Hintergrund und Beweggründe

Die COVID-19-Pandemie richtet weiterhin verheerende Schäden im Leben der Menschen überall auf der Welt an. Zwar ist es noch zu früh, die tatsächlichen Auswirkungen der Pandemie in vollem Umfang zu begreifen, gleichwohl ist es offensichtlich, dass die Krise die Schuldenlast zahlreicher Länder mit geringen und mittleren Durchschnittseinkommen weiter erhöht.

Als Mitglied der Initiative für eine neue internationale Finanz- und Wirtschaftsarchitektur (NIFEA) haben der Ökumenische Rat der Kirchen (ÖRK), die  Weltgemeinschaft Reformierter Kirchen (WGRK), der Lutherische Weltbund (LWB) und der Rat für Weltmission (CWM) am 02., 12. und 16. Oktober eine interreligiöse Online-Konsultation zum Thema ‚Just Finance und Reparationen‘ einberufen, um mit Menschen unterschiedlicher Glaubensperspektiven ins Gespräch zu kommen, voneinander zu lernen und die interreligiöse Zusammenarbeit im Bereich der Wirtschaftsgerechtigkeit zu vertiefen.

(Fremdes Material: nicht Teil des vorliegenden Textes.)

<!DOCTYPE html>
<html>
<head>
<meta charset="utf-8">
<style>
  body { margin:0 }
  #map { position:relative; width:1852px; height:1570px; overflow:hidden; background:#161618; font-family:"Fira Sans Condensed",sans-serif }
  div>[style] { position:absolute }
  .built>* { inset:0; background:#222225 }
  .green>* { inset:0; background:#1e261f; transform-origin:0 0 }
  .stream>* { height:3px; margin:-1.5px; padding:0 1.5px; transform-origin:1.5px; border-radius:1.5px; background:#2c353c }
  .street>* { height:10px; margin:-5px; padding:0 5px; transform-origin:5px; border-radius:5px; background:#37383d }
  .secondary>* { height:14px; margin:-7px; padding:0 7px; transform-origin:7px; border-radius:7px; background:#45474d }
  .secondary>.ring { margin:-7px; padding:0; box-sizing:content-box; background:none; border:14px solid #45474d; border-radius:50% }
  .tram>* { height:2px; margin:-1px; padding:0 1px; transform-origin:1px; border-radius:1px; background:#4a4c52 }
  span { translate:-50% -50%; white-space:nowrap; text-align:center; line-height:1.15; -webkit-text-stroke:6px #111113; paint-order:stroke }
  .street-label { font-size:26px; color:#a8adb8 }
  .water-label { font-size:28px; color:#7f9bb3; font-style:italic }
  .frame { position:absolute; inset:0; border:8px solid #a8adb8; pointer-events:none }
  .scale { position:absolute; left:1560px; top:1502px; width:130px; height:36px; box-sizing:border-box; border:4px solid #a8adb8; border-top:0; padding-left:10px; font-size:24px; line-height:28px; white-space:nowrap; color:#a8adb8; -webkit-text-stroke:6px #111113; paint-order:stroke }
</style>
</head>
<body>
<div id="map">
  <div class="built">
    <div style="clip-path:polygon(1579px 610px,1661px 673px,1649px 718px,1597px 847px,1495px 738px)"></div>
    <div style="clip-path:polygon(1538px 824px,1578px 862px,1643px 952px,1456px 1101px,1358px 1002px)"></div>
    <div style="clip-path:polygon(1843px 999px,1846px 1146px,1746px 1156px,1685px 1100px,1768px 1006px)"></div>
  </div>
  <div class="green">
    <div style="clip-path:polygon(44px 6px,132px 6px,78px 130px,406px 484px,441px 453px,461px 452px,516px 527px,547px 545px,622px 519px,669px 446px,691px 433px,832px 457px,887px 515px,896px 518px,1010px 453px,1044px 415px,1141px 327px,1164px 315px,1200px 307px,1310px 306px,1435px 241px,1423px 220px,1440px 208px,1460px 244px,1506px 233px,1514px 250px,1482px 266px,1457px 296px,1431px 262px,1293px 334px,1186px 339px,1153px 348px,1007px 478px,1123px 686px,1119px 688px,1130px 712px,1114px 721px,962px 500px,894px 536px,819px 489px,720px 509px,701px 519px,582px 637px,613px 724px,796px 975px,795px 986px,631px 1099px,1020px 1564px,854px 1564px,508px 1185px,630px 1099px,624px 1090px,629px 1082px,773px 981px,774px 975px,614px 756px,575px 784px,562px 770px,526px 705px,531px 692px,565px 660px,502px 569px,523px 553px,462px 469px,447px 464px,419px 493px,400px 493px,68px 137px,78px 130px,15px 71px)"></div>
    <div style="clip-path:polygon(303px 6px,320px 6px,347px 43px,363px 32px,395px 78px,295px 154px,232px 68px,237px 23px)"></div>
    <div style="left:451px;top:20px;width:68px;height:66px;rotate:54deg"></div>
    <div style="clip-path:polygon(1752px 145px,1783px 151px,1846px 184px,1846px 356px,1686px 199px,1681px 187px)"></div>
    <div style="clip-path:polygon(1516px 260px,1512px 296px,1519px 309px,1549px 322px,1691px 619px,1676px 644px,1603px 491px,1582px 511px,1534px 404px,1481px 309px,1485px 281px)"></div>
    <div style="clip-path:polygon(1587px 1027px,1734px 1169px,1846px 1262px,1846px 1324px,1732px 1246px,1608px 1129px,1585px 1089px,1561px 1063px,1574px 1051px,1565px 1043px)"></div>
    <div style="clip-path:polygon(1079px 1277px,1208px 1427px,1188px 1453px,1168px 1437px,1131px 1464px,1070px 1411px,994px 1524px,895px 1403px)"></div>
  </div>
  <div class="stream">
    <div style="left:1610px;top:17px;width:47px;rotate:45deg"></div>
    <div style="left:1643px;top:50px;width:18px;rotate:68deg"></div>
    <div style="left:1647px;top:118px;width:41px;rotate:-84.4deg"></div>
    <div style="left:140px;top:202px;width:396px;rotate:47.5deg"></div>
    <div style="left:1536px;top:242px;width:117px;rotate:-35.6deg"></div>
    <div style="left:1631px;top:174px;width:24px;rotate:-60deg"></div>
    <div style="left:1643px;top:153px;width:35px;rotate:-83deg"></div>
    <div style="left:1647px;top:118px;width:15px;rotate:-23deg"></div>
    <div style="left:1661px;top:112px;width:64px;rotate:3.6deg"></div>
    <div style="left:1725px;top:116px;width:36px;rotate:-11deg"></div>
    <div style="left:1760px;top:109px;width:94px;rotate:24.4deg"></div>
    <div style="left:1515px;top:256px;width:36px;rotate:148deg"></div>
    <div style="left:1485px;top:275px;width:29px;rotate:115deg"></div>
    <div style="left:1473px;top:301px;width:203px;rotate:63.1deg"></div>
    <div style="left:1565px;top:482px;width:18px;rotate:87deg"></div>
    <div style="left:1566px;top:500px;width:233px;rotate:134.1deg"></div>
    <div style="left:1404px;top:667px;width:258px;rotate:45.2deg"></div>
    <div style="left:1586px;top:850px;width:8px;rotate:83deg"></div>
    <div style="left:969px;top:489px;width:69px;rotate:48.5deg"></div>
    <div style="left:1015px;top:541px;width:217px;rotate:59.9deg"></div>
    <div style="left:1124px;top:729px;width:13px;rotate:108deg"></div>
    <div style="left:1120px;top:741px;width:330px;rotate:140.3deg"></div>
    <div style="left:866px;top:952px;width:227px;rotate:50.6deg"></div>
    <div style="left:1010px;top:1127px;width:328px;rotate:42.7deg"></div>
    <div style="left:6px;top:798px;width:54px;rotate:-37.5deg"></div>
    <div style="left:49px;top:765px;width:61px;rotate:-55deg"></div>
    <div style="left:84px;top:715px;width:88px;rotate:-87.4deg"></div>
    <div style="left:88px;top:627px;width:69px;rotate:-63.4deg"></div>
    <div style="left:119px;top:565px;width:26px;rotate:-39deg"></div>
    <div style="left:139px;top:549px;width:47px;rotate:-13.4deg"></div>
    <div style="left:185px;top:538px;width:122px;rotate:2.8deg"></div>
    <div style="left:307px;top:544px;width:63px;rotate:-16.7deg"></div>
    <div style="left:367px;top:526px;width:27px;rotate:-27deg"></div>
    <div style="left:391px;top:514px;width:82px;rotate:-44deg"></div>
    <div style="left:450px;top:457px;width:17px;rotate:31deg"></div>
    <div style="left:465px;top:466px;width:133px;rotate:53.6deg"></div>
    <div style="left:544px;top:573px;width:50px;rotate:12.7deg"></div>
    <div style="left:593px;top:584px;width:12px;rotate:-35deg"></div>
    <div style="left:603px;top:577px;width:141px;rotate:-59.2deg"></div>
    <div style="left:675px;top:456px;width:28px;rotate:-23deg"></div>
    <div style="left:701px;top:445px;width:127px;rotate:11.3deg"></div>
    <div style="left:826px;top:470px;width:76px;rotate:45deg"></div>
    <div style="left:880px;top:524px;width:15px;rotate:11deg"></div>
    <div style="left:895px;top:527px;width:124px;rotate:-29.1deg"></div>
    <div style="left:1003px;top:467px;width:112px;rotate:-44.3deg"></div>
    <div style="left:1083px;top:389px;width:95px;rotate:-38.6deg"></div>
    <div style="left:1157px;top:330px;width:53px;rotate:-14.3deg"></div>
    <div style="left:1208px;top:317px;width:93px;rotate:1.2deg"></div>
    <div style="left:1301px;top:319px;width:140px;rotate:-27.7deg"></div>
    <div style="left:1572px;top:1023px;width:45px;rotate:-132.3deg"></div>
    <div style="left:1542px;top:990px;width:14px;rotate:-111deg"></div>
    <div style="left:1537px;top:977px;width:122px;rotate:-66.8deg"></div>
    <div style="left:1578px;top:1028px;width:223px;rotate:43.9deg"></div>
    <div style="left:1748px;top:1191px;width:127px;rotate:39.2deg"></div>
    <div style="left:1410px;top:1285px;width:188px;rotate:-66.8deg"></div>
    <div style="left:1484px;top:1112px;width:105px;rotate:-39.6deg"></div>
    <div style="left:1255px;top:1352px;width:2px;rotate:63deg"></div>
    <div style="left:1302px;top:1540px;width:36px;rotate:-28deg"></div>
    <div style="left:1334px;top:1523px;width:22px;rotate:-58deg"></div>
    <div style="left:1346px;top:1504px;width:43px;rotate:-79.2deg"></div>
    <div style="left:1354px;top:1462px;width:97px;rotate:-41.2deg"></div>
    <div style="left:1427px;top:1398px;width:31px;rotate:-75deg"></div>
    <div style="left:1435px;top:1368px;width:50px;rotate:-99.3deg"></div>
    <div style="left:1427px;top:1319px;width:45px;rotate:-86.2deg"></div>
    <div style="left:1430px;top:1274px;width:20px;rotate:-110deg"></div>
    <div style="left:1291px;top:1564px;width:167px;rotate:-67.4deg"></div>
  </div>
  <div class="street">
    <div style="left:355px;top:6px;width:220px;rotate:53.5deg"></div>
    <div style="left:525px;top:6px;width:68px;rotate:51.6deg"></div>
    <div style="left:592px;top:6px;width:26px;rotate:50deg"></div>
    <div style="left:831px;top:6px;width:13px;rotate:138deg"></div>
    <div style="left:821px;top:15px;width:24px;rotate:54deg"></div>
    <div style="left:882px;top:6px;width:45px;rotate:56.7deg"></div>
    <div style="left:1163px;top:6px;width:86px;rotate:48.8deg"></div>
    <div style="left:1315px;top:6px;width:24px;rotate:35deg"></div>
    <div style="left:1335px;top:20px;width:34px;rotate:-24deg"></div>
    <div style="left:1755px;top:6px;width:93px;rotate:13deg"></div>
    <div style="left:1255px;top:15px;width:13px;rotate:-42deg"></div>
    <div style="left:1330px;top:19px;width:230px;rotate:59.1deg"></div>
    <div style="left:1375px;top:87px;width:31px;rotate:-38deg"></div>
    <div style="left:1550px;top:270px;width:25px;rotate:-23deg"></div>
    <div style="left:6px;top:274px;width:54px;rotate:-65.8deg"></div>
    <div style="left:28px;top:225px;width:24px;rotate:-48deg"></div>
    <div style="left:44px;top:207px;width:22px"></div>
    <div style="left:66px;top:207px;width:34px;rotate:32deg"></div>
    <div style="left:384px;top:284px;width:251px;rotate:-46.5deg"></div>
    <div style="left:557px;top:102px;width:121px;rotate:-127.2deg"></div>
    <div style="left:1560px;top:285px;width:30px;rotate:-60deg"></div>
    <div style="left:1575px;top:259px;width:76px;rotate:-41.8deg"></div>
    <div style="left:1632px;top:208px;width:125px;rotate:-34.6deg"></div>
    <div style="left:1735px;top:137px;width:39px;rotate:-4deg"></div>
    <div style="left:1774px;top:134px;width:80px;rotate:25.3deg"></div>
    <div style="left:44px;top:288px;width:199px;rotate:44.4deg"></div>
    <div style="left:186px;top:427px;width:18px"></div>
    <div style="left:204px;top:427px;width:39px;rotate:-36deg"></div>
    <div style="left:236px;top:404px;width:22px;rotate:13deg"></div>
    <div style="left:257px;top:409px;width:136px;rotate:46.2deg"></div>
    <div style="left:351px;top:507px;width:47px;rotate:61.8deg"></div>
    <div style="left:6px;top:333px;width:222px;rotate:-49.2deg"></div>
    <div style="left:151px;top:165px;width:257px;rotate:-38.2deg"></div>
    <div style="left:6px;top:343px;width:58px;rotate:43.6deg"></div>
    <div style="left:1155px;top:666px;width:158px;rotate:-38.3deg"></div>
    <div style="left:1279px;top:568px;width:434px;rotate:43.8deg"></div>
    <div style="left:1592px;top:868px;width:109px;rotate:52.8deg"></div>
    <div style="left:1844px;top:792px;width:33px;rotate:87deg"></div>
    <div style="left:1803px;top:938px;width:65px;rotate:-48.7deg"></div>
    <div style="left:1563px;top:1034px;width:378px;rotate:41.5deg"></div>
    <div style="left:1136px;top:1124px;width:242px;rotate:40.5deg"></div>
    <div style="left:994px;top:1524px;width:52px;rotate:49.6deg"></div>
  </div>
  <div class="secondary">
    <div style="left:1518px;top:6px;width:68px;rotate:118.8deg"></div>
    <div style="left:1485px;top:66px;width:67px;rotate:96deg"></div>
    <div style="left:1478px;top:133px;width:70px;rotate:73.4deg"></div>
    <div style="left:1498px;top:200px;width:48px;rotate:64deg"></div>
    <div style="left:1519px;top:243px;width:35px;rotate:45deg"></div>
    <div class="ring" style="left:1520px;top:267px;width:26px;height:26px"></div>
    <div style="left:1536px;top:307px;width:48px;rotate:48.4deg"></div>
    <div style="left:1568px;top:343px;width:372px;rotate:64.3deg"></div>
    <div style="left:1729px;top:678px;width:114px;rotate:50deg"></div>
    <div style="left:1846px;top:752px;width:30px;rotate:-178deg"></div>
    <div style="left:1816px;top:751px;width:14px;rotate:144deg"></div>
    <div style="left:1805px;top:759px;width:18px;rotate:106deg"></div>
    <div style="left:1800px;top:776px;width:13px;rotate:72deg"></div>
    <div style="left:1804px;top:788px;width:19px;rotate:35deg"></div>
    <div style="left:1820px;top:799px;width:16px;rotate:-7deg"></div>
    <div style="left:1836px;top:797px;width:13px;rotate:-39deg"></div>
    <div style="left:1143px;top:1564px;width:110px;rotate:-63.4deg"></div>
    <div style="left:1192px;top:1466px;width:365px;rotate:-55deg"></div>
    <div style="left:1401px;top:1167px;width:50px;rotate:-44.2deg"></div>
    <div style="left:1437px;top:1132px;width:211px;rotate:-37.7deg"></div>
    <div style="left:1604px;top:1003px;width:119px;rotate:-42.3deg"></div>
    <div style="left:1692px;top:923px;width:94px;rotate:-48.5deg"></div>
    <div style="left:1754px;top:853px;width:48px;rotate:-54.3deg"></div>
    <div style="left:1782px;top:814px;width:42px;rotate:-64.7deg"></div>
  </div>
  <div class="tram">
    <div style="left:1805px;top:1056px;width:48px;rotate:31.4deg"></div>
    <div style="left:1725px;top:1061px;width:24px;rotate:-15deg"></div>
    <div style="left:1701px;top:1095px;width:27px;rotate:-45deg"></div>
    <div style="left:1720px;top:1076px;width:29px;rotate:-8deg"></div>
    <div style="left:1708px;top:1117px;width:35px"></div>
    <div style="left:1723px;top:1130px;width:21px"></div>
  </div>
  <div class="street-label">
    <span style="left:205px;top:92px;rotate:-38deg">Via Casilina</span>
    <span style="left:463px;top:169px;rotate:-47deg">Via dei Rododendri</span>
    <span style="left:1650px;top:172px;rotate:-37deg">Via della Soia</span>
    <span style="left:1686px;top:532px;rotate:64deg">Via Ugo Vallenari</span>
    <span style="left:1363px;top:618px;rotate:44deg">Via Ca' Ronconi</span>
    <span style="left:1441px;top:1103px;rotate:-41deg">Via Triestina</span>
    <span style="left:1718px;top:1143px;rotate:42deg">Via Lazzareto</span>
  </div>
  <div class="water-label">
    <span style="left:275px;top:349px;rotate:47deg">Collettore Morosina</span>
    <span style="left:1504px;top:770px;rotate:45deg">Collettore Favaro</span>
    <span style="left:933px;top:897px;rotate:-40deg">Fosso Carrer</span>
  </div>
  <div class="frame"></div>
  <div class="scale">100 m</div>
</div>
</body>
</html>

Alle unsere Glaubenstraditionen haben ihre Vorstellungen von einer gerechten und mitfühlenden Welt. Inspiriert von einer solchen Vision, haben unsere unterschiedlichen Glaubenstraditionen sich Gedanken über die menschliche Gier und das Wirtschaftsleben sowie über die Rolle der Finanzen und des Geldes in der Gesellschaft gemacht. Während Schulden in früheren Zeiten noch in ein Gefüge gegenseitiger gesellschaftlicher Verpflichtungen eingebettet waren, sind sie im Laufe der Zeit zu ungerechten, auf Zinsforderungen beruhenden Wuchersystemen  geworden. Diese Situation ist durch die anhaltende Coronavirus-Pandemie und den Klimawandel weiter verschärft worden, so dass zu den Altlasten aus der Kolonialzeit eine weitere Bürde hinzukommt.

An der Online-Konsultation nahmen führende Personen buddhistischen, christlichen, hinduistischen, muslimischen, jüdischen und rastafarischen Glaubens sowie der Bahá'í-Glaubensgemeinschaft teil. Es wurden folgende Fragen erörtert: Was haben wir aus der Perspektive unseres Glaubens heraus zum Problem der Verschuldung zu sagen, und inwiefern wirken sich Schulden auf das Leben der Menschen aus? Wir können internationale Finanzstrukturen errichtet werden, die unseren im Glauben verankerten Werten und Visionen entsprechen? Welche Vorschläge können wir zur Lösung des Schuldenproblems vorlegen, um eine lebensbejahende Postwachstums-Zukunft nach Abbau aller Schulden sicherzustellen?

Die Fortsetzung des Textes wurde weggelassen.